LIS 4273 Adv Statistics: Module 3 Bivariate Analysis

For Module 3 a single data set is given and Bivariate Analysis must be performed on it. Here the data is from airport security data representing the number of pre-boarding screenings performed and the number of security violations detected from the year 1988 to 1999. The table below is a random selection of 20 cases. To do the analysis I wrote an R script which is linked below or can be found here.

Case	Pre-boarding Screenings	Security Violations Detected
1	287	271
2	243	261
3	237	230
4	227	225
5	247	236
6	264	252
7	247	243
8	247	247
9	251	238
10	254	274
11	277	256
12	303	305
13	285	273
14	254	234
15	280	261
16	264	265
17	261	241
18	292	292
19	248	228
20	253	252

Table 1: 20 random samples of pre-boarding screenings and Security Violations Detected during 1988-1999.
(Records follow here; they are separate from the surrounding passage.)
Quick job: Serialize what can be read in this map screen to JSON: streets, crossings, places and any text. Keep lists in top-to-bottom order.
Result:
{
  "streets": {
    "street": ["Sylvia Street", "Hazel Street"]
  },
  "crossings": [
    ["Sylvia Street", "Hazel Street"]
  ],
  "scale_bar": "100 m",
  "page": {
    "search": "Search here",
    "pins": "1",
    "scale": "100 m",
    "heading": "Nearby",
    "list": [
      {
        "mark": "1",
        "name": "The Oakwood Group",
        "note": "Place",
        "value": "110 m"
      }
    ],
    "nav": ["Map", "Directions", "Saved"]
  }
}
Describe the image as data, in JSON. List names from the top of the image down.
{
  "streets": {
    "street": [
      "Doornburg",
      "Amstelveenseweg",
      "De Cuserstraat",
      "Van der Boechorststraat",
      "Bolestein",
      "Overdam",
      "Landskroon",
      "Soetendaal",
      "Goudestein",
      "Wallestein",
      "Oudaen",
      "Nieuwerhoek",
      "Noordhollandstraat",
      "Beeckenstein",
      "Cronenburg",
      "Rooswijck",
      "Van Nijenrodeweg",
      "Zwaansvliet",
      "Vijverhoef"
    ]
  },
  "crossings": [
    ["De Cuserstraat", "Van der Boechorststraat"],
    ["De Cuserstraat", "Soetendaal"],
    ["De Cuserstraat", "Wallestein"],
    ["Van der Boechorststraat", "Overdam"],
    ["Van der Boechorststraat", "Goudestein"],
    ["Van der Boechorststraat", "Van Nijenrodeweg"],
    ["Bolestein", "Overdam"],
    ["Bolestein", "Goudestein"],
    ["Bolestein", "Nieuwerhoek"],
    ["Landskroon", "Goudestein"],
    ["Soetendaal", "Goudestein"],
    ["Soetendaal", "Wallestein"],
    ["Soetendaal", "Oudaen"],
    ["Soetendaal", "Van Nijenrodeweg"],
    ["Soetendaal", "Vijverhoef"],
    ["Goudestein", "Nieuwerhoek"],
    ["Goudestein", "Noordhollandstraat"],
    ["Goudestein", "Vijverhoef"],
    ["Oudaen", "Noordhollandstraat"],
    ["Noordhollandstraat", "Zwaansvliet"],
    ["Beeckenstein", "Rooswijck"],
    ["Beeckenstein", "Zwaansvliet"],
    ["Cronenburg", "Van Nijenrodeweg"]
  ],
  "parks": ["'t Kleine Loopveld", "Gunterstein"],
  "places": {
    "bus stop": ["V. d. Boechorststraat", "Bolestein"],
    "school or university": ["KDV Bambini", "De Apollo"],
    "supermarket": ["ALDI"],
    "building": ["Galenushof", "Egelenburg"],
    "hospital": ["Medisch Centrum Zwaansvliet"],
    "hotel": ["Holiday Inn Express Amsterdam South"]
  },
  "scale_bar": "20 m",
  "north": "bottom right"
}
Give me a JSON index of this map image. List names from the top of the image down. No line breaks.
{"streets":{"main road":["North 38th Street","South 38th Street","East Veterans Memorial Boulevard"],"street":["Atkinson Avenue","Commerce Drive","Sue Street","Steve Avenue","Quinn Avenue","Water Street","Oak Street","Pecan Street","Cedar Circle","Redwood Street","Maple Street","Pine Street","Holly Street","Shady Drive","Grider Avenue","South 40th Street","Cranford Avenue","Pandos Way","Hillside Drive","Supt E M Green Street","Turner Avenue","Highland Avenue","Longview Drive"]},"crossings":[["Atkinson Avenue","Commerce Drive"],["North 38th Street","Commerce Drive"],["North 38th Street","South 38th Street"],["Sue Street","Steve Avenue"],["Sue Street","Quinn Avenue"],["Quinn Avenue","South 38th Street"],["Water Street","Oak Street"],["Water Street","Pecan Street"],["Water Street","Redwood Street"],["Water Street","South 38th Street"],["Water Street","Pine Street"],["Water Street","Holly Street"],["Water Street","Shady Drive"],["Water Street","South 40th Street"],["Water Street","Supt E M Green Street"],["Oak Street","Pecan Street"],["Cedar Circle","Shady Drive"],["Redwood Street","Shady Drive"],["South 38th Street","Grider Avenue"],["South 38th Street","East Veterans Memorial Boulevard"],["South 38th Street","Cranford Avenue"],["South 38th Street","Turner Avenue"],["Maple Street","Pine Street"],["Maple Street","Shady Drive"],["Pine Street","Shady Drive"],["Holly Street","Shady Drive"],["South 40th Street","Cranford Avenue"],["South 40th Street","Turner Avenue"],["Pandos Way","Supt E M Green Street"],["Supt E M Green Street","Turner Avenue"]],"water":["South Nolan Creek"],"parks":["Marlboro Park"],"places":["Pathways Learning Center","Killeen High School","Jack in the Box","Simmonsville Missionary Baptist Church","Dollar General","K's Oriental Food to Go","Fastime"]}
From the raw data it is difficult to make a conclusion about the trend in the data, however it would seem that with more pre-boarding screenings performed, there are also more security violations detected. To clarify the relationship between the two variables, we can start by calculating the Pearson sample correlation coefficient and Spearman’s Rank Coefficient. While hand calculations can be fun, R has built in functions that make it very easy to find these values. While we are calculating these values, might as well create a scatterplot to make it easier to understand what the trend of the data. The output from the R script is below.

Pearson Sample Correlation Coefficient	0.8375321
Spearman’s Rank Coefficient	0.7575423

Table 2: Coefficients calculated using R.

Figure 1: Raw scatterplot from R script.

From the Pearson Sample Coefficient and Spearman’s Rank Coefficient we can see that the data has strong, direct correlation. We can conclude that in general an increase in pre-boarding screenings will have an an associated increase in security violations detected.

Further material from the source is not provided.